Investigations of the antisocial activities of the wealthy and powerful inevitably attract accusations of political bias. While these activities are demonstrably more harmful both economically and socially than the muggings, burglaries and robberies of the powerless, many are not only legal but morally acceptable. While many criminologists have shied away from these issues, Simon and Eitzen argue that sociologists should be concerned with issues of ethics and morality, and use the concept of deviance to free themselves from the confines of criminal law. Elite deviance, restricted to the activities of persons and organisations of the highest social status, involves, argue the authors, the systematic exploitation of the powerless by economic domination, denial of human rights and crimes of governmental control. It causes vast amounts of injury, has incalculable monetary costs, and undermines public trust in political and economic institutions. Following an exploration of elite power and influence, individual chapters deal with specific forms of elite deviance, illustrated by a plethora of itemised individual examples.
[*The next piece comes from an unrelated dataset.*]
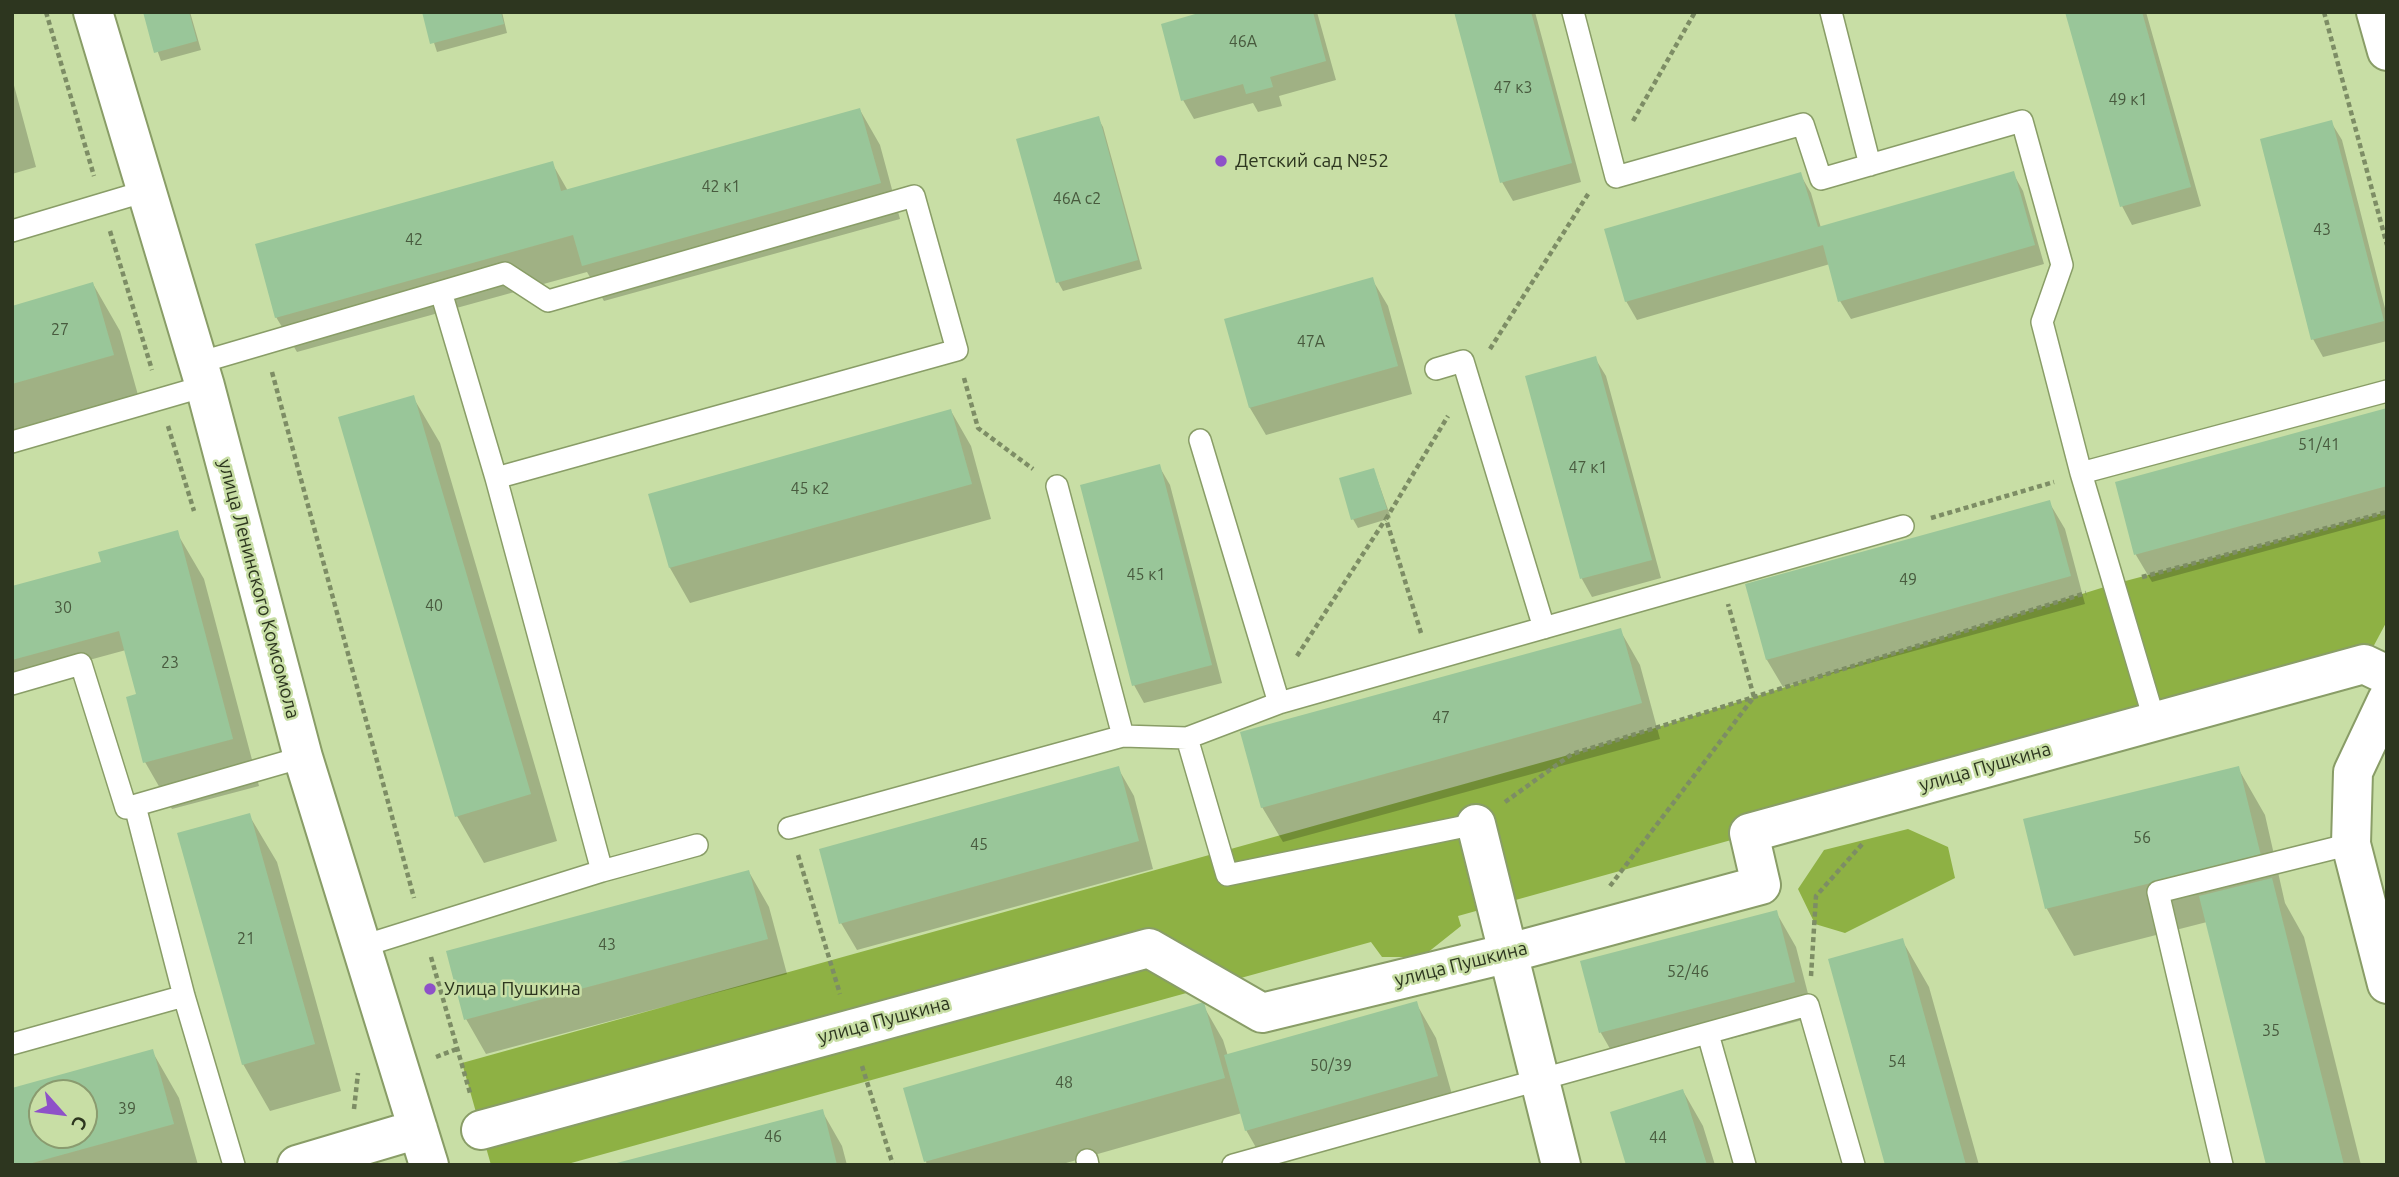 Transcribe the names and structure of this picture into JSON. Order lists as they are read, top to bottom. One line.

Monopolies, price fixing and price gouging are all examples of corporate deviance, which is seen as emerging from the single minded pursuit of profit and economic power. These practices redistribute wealth from the poor to the rich, as consumers must pay higher prices. Consumers are further deceived by misleading advertising and sales frauds. Corporate deviance also involves health hazards such as the production and sale of unsafe products, dangerous food, tobacco and the inadequate regulation of dangerous working conditions. While much of this is not criminal, victims, the authors argue, are endangered by practices carried out in full knowledge of their harmful potential. Pollution and the waste of natural resources additionally threaten collective health.
The activities of the military industrial complex provide examples of international deviance - including bribery and corruption in respect of defence contracts and shady arms deals, including those with Iraq preceding the Gulf war. The exploitation of Third World countries by multi-national corporations is itemised in examples of bribery, the export of hazardous goods and the growing industry in dumping toxic waste - enabled by foreign policies which support repressive dictatorships.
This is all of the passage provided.